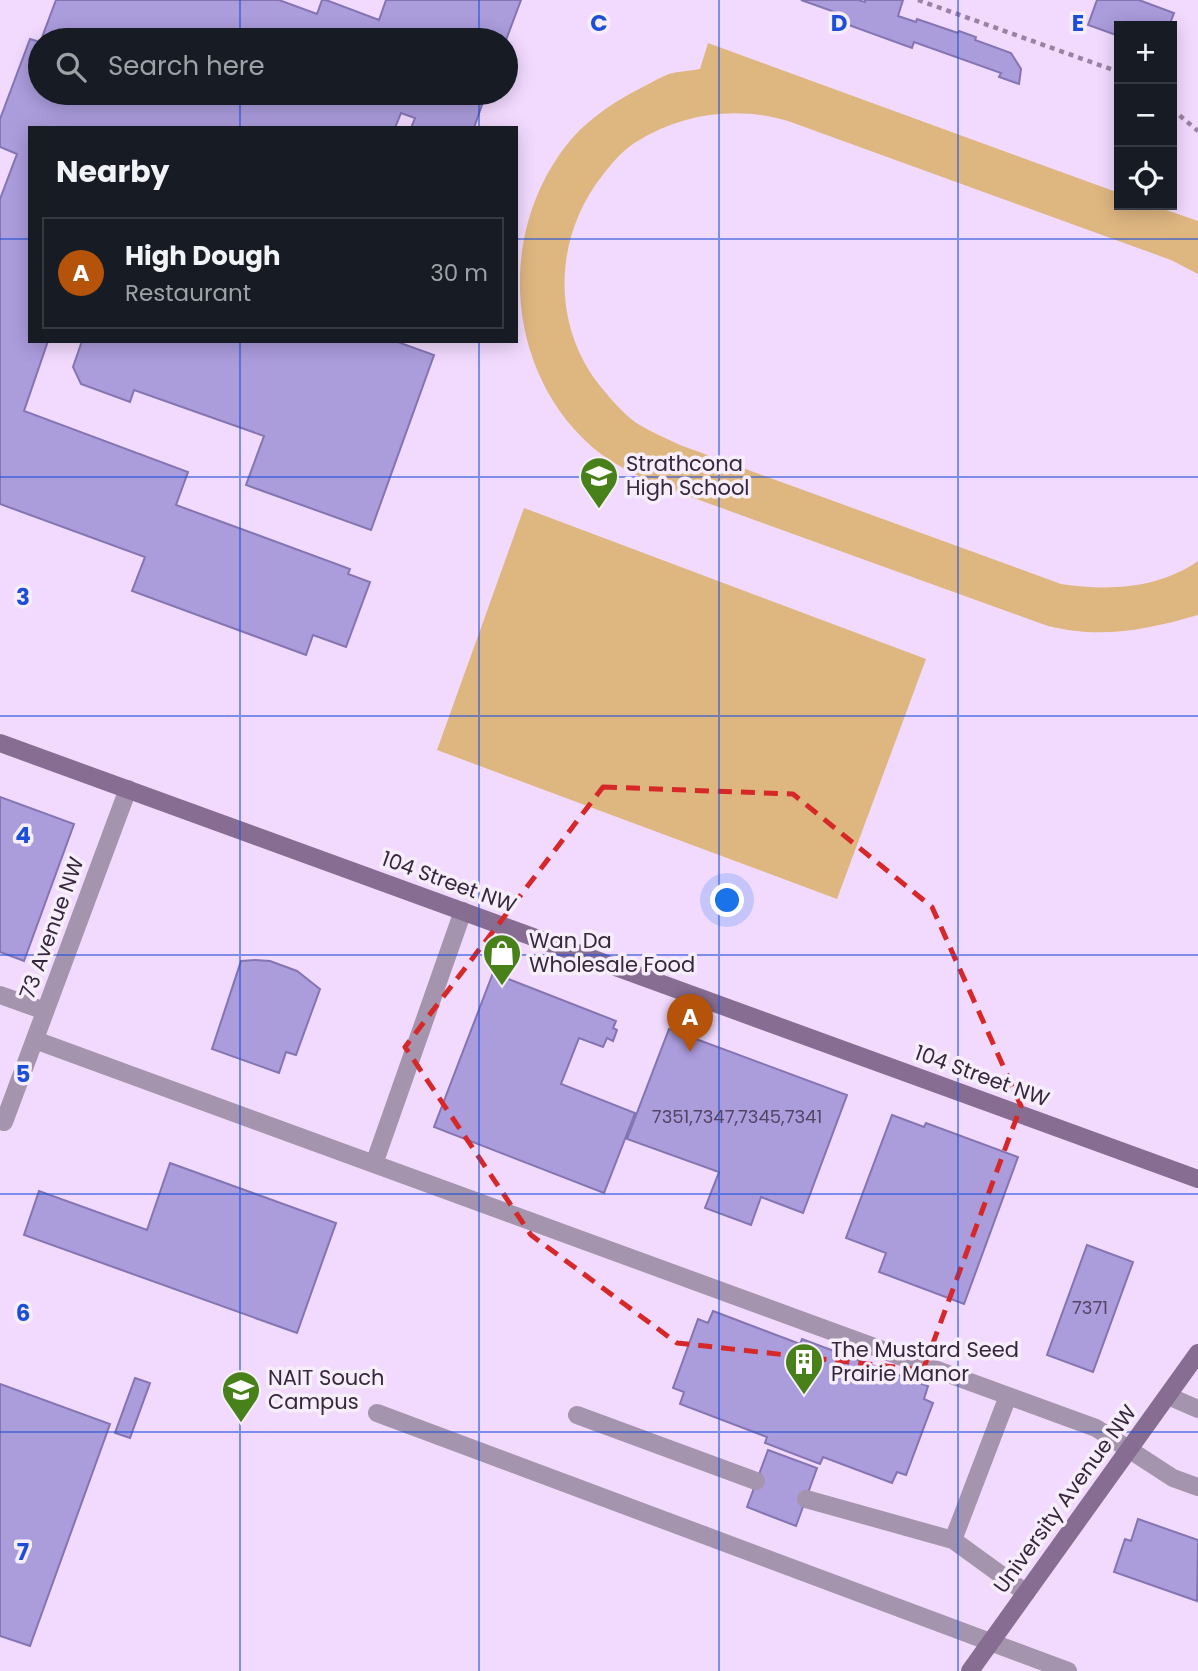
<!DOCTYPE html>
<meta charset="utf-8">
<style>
body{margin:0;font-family:Poppins,sans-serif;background:#20242c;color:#f1f3f6}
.controls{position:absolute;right:21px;top:21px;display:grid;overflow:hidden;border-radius:0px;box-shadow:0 4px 18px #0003}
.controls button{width:63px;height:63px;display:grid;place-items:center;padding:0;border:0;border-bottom:2px solid #363941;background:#171b24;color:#f1f3f6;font:35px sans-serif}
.you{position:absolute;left:728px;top:901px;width:24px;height:24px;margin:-18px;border:5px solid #fff;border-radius:50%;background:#1a73e8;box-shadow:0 0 0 10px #1a73e833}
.badge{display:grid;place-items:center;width:46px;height:46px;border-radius:50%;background:#b45309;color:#fff;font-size:23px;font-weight:700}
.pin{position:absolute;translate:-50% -58px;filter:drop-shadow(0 2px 4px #0008)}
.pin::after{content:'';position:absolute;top:37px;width:24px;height:21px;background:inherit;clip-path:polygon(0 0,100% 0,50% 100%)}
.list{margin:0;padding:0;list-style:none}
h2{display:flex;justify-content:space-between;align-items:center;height:91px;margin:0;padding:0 28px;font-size:30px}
h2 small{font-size:23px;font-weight:400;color:#9ea1a6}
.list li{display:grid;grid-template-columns:46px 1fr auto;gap:21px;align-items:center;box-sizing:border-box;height:112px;margin:0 14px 14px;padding:0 14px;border:2px solid #363941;border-radius:0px}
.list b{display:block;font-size:26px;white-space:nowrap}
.list p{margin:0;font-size:23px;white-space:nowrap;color:#9ea1a6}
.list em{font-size:23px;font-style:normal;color:#9ea1a6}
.icon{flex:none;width:38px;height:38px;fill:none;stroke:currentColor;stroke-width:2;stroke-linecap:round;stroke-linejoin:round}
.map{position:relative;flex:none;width:1198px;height:1671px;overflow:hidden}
.search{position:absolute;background:#171b24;box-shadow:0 4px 18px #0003;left:28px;top:28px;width:490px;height:77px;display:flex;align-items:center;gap:18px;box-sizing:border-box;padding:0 24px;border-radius:38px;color:#9ea1a6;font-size:26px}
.panel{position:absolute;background:#171b24;box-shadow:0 4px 18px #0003;left:28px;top:126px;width:490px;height:217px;border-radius:0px}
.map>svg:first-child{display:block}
</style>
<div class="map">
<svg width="1198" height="1671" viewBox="0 0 1198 1671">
<rect width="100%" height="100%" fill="#f2dafe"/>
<path fill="#deb680" d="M708,43L1119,193V205H1152L1198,221V274L1171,260L788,121C737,106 682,113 636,142C623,150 611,164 602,176C555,236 551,320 597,382C609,397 622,413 638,424C651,432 666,438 680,445L1061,584C1108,591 1158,589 1198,561V615C1146,630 1102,639 1048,626L655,484C633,473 610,463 591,446C506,370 497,236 565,147C583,123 609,105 635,91C646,86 658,78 669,74C679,71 690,71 700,69Z
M524,508L926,659L837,899L437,750Z"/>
<path fill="#ab9cdc" stroke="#8475b2" stroke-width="2" d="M56,0H279L317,14L322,0H326L379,20L386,0H521L506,40H41Z
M801,0H858L865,2V0H903L898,16L916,22L917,19L958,33L959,31L976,37L975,40L1011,53L1021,69L1019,84L999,77L1001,73L914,42L912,48L832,19L835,12Z
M1097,0H1139L1174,13L1169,26H1119V36L1088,25Z
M30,39L40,42V93H486L474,128H411L415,118L401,113L395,128H30V341H48L24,411L188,472L176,505L350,569L348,574L370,582L346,647L313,635L306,655L132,591L145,557L0,504V199L17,154L0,147V119Z
M82,341H395L434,355L371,530L246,485L264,436L134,390L130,402L81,384L73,367Z
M0,797L74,824L24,961L0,952Z
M255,960L270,961L297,971L320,989L296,1055L286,1052L279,1073L212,1049L241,961Z
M493,973L616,1021L613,1028L617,1030L613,1041L607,1038L603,1047L579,1038L561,1084L635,1113L604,1193L434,1127Z
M669,1029L847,1095L803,1213L761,1197L751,1225L705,1208L719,1172L627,1139Z
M892,1115L924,1127L926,1123L1018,1157L964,1304L879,1272L886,1253L846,1238Z
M170,1163L336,1223L297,1333L24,1235L39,1191L147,1230Z
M1087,1245L1133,1262L1093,1372L1047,1355Z
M713,1311L800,1344L802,1339L928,1386L924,1399L933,1403L906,1475L897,1472L892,1483L823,1457L820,1464L765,1443L767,1437L680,1404L684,1392L673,1388L698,1319L708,1323Z
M135,1378L150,1383L130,1438L115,1433Z
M0,1384L110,1424L30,1646L0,1636Z
M768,1450L817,1468L796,1526L747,1507Z
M1138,1519L1198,1540L1197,1601L1114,1572L1125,1539L1131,1541Z"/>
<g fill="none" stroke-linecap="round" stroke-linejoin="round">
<path stroke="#9884a2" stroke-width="4.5" stroke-dasharray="5 5" stroke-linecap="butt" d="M918,0L1119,72
M1172,109L1198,131"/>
<path stroke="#a594ad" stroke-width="18" d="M0,995L45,1011
M35,1040L1096,1428L1173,1478L1198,1487
M374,1164L463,911
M1168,1396L1198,1409
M377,1413L1068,1671
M577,1415L756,1481
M806,1499L953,1540L1026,1593
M953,1540L1008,1396"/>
<path stroke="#a594ad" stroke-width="18" d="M4,1122L128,789"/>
<path stroke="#866d91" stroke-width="18" d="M0,743L1198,1179
M970,1671L1198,1353"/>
</g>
<path fill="none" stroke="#d62828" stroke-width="5" stroke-dasharray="14 9" stroke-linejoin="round" d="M603,787L793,794L932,907L1021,1106L923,1370L677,1343L531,1235L405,1047Z"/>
<path fill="none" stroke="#1d4ed8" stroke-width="2" stroke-opacity="0.55" d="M240,0V40M479,0V40M719,0V1671M958,0V1671M240,93V128M479,93V128M0,239H30M516,239H1198M240,341V1671M479,341V1671M0,477H1198M0,716H1198M0,955H1198M0,1194H1198M0,1432H1198"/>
<defs>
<symbol id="school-pin" viewBox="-11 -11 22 30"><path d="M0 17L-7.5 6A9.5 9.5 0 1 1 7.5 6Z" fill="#48811a" stroke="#f6eefa"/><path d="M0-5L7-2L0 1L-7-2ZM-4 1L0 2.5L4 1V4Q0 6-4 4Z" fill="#fff"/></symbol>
<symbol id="shop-pin" viewBox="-11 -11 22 30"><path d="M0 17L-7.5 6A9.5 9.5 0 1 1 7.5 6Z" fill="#48811a" stroke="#f6eefa"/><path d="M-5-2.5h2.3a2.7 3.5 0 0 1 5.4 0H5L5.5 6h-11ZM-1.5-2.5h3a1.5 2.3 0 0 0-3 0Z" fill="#fff"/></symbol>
<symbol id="building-pin" viewBox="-11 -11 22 30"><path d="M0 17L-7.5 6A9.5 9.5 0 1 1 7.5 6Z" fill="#48811a" stroke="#f6eefa"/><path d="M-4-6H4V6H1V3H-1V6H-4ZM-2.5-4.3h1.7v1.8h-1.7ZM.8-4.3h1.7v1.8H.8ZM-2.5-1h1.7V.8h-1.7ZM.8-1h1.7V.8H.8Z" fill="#fff"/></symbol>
<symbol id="university-pin" viewBox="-11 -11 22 30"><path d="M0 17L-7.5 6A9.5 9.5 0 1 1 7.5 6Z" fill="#48811a" stroke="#f6eefa"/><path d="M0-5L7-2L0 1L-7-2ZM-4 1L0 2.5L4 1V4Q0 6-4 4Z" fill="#fff"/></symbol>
</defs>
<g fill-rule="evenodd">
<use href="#school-pin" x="577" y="454" width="44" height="60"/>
<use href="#shop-pin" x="480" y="931" width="44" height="60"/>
<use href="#building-pin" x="782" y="1340" width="44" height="60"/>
<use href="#university-pin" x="219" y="1368" width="44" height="60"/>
</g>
<g text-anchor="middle" stroke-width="7" stroke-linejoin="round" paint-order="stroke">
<g font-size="18" fill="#544466">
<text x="737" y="1123">7351,7347,7345,7341</text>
<text x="1090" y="1314">7371</text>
</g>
<g font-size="21" fill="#37273e" stroke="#f6eefa" text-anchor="start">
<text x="626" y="471">Strathcona<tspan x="626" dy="24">High School</tspan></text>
<text x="529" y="948">Wan Da<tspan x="529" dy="24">Wholesale Food</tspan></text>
<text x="831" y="1357">The Mustard Seed<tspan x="831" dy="24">Prairie Manor</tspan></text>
<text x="268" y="1385">NAIT Souch<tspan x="268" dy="24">Campus</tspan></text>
</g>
<g font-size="21" fill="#37273e" stroke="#f6eefa">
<text transform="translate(449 882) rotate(20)" y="7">104 Street NW</text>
<text transform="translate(52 928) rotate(-70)" y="7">73 Avenue NW</text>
<text transform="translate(982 1076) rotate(20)" y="7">104 Street NW</text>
<text transform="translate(1065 1499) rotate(-54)" y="7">University Avenue NW</text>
</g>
</g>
<g font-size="23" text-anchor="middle" font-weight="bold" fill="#1d4ed8" stroke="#f6eefa" stroke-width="7" stroke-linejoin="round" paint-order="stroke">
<text x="599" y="31">C</text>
<text x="839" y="31">D</text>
<text x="1078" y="31">E</text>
<text x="23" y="605">3</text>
<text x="23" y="843">4</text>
<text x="23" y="1082">5</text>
<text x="23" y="1321">6</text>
<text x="23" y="1560">7</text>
</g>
</svg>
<div class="controls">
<button>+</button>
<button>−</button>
<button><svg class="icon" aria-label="locate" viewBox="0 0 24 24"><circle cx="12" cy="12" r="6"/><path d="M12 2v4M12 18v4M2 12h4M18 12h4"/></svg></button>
</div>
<div class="you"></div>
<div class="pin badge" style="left:690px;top:1052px">A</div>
<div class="search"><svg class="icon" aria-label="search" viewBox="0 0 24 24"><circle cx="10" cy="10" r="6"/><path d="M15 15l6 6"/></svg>Search here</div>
<section class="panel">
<h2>Nearby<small></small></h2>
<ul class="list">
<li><span class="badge">A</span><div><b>High Dough</b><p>Restaurant</p></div><em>30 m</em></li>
</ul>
</section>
</div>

- _EXERCISE DETAILS_
Copy each line in the listing where "nowrap" appears.

- _ANSWER SECTION_
.list b{display:block;font-size:26px;white-space:nowrap}
.list p{margin:0;font-size:23px;white-space:nowrap;color:#9ea1a6}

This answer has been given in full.